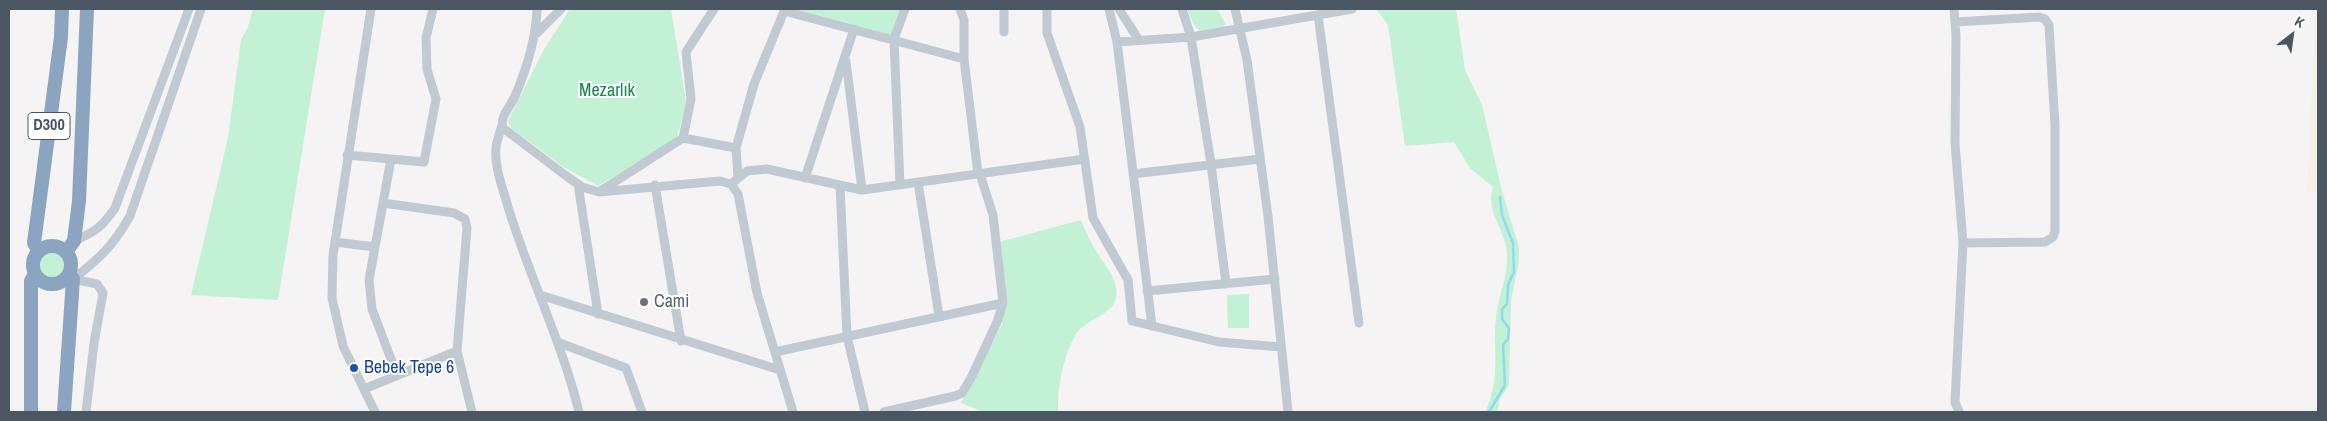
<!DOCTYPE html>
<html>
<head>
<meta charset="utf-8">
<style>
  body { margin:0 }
  #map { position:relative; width:2327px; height:421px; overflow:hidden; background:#f5f3f3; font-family:"Archivo Narrow",sans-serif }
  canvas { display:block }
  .frame { position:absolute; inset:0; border:10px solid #4a5661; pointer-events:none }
  .north { position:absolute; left:2267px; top:10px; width:50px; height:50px; -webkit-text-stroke:4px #fff; paint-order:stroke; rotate:30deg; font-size:14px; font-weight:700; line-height:20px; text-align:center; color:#4a5661 }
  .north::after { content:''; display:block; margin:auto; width:18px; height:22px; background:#4a5661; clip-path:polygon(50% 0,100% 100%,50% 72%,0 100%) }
</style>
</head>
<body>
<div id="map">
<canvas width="2327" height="421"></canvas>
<div class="frame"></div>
<div class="north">K</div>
</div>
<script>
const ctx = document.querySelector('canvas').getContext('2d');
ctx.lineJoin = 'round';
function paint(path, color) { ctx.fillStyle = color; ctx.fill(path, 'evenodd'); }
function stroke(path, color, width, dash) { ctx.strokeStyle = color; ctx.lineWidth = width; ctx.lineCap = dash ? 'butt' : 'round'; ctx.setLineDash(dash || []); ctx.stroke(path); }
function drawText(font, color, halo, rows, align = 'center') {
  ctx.font = font + ' "Archivo Narrow",sans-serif'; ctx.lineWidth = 4; ctx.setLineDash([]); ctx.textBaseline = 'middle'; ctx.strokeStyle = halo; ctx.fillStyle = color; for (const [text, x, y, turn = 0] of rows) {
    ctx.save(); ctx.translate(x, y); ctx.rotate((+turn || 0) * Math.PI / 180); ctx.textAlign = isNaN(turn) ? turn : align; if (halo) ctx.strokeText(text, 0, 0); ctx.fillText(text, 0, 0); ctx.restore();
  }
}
paint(new Path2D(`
  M253,9h72l-47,291 -87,-5 37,-157 13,-98 7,-13z
  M570,9h101l15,93 -9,36 -79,48 -36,-20 -52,-39 -2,-6 35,-70z
  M797,9h107l-12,28 -91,-20z
  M1187,9h30l8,14 -1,4 -24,4 -6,-6z
  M1376,9h80l9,61 17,35 20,86 17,56v14l-8,40 -2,84 -9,14 -3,13h-12c17,-37 7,-59 11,-95 2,-22 13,-42 11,-64 -2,-25 -22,-41 -14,-66l-23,-19 -16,-26 -49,4 -17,-121z
  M1081,220c5,12 10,23 17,34 7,11 16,21 18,34 5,27 -28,28 -40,46 -13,22 -19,54 -18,78h-74l-23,-9 41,-79 -3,-82z
  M40 265a12 12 0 1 1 24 0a12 12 0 1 1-24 0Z
  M1249,294v34h-21l-1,-33z`), '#c3f1d5');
paint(new Path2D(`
  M2316,9h2v181l-11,3z`), '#f5f0e5');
stroke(new Path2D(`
  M1489,412l16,-27 -2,-40 5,-6 1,-11 -7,-9v-10l5,-5 1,-19 6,-13 -1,-29 -11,-28 -2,-18`), '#90daee', 2.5);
stroke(new Path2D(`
  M371,9l-38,246 -1,43 11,48 32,66
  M537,9c-1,30 -10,59 -22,87 -4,10 -16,21 -12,32l62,47 17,12 17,5 121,-11 11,3 7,10 19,99 36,119
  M960,9l4,11v39l14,115
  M1047,9v24l33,94 13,91 35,62 4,41 87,21 62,5
  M1109,9l8,33 35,284
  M1119,9l19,30
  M1182,9l9,28 20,127 15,120
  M1235,9l12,51 21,156 20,196
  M1954,9l2,27 -1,107 8,100 -8,159 4,10
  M784,11l180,48
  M1318,15l41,308
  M1955,22l84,-5 6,2 4,6 6,101v105l-2,6 -8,5 -82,1
  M1004,32v-23
  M536,34l25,-25
  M1117,42l74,-5 161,-28
  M846,61l16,129
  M502,125c-2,7 -5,15 -6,22 -2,20 7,41 12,60 21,69 54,135 71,205
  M683,138l53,10
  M347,155l77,7 12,-63 -9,-30 -1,-31 7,-29
  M391,159l-22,121 3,29 25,66
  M1133,174l127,-15
  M738,177l-2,-29 18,-64 31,-75
  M805,178l49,-149
  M918,182l21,134
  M578,184l20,130
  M731,184l16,-13 20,-2 95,21 223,-31
  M655,185l26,156
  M900,185l-6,-146 11,-30
  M840,186l7,150 18,76
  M602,190l81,-52 8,-39 -5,-47 28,-43
  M383,203l71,10 11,6 2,9 -10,123 15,61
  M74,241c21,-9 28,-14 41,-33l74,-199
  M335,242l40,5
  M73,279c27,-21 40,-33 57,-63l71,-207
  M73,279l24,5 6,9 -9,50 -8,69
  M1147,291l128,-12
  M540,295l240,75
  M557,342l69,26 16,44
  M775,352l228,-49
  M364,389l93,-38
  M884,412l71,-16 7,-3 9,-15 26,-56 6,-19 -10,-88 -13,-41`), '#c1cad2', 9);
stroke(new Path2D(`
  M33 265a19 19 0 1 1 38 0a19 19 0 1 1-38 0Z
  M39,251l-5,-8 27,-206 1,-28
  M66,252l8,-11 5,-40 8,-192
  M31,412v-131l4,-7
  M64,412l9,-133 -6,-2`), '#8ba5c1', 14);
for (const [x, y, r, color] of [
  [644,302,5,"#6b7280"],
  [354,368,5,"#1a4fb4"]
]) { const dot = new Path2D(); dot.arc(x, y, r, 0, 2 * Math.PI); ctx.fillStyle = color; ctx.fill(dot); stroke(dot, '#fff', 2); }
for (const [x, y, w] of [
  [49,126,42]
]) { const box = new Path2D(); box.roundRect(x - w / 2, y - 13.5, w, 27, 4); ctx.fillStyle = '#fff'; ctx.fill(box); stroke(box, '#4a5661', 1); }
drawText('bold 16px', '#4a5661', null, [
  ["D300",49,126]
]);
drawText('18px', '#17864f', '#fff', [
  ["Mezarlık",607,91]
]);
drawText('18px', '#5b616d', '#fff', [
  ["Cami",654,302]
], 'left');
drawText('18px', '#164399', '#fff', [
  ["Bebek Tepe 6",364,368]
], 'left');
</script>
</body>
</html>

+-------+

## Your assignment
Filter the listing above down to the lines that contain the word "halo".

## Result for this exercise
function drawText(font, color, halo, rows, align = 'center') {
  ctx.font = font + ' "Archivo Narrow",sans-serif'; ctx.lineWidth = 4; ctx.setLineDash([]); ctx.textBaseline = 'middle'; ctx.strokeStyle = halo; ctx.fillStyle = color; for (const [text, x, y, turn = 0] of rows) {
    ctx.save(); ctx.translate(x, y); ctx.rotate((+turn || 0) * Math.PI / 180); ctx.textAlign = isNaN(turn) ? turn : align; if (halo) ctx.strokeText(text, 0, 0); ctx.fillText(text, 0, 0); ctx.restore();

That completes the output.